What this task involves: The lines below may contain the word "canvas". Please count those that do and give the number alone.

Task input:
/---

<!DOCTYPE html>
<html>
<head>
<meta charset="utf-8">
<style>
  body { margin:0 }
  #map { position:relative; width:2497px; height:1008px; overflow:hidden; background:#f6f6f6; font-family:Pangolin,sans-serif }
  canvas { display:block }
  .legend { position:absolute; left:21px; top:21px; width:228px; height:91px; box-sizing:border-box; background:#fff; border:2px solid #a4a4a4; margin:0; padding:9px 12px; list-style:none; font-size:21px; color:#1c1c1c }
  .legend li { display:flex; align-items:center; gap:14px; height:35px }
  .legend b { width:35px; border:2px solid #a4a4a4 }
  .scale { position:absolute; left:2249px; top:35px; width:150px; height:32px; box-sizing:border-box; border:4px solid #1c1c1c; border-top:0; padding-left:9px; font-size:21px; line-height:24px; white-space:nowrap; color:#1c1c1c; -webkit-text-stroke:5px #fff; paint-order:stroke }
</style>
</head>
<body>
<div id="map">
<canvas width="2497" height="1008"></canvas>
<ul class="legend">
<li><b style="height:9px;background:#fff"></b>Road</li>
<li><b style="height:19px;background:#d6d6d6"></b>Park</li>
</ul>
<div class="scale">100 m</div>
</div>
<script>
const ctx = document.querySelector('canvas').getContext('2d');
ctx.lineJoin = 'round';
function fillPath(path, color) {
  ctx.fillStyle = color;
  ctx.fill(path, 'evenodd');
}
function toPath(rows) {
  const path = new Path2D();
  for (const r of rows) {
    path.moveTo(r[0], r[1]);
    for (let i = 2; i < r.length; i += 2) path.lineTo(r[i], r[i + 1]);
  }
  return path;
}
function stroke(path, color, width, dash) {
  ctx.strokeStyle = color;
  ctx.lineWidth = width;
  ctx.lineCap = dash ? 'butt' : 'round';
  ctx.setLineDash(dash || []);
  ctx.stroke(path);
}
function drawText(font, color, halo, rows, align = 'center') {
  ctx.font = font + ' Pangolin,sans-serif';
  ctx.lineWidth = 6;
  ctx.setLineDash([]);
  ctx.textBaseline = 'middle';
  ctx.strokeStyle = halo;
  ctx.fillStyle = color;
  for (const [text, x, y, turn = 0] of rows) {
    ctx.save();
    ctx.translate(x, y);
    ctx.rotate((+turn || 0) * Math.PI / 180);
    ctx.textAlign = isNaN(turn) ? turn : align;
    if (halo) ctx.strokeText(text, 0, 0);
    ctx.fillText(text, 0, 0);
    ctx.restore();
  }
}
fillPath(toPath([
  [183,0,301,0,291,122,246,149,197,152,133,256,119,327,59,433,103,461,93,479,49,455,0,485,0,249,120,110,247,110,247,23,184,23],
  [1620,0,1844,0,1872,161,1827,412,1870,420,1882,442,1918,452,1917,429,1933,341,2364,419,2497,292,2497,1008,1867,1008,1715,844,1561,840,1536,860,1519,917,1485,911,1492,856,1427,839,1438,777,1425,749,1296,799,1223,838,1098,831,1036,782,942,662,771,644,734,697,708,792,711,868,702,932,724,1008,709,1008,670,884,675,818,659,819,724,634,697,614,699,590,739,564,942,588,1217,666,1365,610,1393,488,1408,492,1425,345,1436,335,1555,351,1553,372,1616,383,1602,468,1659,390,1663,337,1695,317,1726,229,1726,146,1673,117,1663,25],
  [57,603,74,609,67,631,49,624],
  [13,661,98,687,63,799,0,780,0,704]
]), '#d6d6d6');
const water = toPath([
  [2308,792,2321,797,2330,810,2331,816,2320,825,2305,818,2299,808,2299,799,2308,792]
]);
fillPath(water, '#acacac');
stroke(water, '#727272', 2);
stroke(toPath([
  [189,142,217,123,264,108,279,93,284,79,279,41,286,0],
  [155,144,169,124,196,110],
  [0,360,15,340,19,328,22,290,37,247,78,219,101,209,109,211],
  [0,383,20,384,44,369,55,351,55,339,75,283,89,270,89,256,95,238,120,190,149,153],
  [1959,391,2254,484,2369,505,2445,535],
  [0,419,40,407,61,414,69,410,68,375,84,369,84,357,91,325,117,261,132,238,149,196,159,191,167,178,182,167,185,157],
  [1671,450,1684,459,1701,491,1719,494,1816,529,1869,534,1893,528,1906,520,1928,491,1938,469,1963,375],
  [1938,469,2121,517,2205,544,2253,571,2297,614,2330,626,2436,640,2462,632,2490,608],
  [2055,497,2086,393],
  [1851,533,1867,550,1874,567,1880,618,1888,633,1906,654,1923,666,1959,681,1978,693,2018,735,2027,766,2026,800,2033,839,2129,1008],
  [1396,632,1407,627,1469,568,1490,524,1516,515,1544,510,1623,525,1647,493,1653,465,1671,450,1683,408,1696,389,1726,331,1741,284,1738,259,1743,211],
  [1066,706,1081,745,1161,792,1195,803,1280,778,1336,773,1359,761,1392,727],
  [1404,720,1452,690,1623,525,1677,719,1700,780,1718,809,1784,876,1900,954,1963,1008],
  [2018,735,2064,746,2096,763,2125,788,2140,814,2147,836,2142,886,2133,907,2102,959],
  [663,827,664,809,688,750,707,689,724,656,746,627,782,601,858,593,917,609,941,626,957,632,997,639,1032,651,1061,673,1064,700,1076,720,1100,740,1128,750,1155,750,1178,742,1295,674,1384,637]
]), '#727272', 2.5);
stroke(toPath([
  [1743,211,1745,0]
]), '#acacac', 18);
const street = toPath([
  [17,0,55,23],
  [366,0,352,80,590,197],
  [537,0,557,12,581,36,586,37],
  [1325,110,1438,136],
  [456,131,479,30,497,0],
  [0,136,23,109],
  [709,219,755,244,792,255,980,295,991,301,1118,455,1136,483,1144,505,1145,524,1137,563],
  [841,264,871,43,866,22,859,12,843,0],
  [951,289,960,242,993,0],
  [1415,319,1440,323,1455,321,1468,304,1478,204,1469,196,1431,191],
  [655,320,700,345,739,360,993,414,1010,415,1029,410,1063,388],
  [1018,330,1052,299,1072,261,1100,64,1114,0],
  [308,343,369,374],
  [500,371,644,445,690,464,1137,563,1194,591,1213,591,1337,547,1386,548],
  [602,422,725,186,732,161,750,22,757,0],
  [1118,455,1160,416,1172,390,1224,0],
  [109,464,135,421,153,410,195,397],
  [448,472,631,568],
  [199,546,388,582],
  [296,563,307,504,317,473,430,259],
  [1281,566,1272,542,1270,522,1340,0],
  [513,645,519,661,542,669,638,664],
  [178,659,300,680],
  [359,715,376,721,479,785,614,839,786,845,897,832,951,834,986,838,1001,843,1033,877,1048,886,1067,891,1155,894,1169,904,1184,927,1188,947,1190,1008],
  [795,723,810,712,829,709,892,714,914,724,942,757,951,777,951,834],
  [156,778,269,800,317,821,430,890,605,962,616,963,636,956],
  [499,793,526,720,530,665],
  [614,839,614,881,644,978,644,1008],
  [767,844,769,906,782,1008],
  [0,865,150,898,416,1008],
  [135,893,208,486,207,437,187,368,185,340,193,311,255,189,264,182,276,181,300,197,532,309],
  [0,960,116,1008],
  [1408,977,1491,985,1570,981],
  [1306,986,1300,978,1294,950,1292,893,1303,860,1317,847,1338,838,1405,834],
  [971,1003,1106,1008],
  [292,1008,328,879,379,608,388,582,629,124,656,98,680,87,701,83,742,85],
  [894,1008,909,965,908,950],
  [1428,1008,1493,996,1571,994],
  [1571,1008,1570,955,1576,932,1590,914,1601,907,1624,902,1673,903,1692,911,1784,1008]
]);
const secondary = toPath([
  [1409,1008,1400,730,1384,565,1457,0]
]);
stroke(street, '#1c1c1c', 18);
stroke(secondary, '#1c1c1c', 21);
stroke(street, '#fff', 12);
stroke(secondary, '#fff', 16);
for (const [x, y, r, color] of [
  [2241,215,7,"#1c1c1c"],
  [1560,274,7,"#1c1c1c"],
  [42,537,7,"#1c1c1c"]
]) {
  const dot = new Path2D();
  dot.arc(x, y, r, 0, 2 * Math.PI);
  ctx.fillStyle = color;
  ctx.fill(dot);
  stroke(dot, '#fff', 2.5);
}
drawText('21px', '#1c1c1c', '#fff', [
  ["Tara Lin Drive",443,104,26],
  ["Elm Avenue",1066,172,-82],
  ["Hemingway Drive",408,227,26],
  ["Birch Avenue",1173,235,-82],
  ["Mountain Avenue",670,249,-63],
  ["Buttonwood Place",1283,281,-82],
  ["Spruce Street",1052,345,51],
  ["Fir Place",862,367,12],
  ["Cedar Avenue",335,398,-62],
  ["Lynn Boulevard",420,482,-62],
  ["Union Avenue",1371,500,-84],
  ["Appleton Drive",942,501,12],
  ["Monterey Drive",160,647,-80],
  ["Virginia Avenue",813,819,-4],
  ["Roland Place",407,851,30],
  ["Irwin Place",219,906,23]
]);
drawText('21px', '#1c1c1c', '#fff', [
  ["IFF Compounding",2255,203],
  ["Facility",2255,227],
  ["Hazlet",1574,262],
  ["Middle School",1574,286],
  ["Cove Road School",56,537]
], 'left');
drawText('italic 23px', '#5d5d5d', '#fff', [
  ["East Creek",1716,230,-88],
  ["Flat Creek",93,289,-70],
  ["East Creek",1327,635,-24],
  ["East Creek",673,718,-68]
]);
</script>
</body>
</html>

\---

Result for this exercise: 3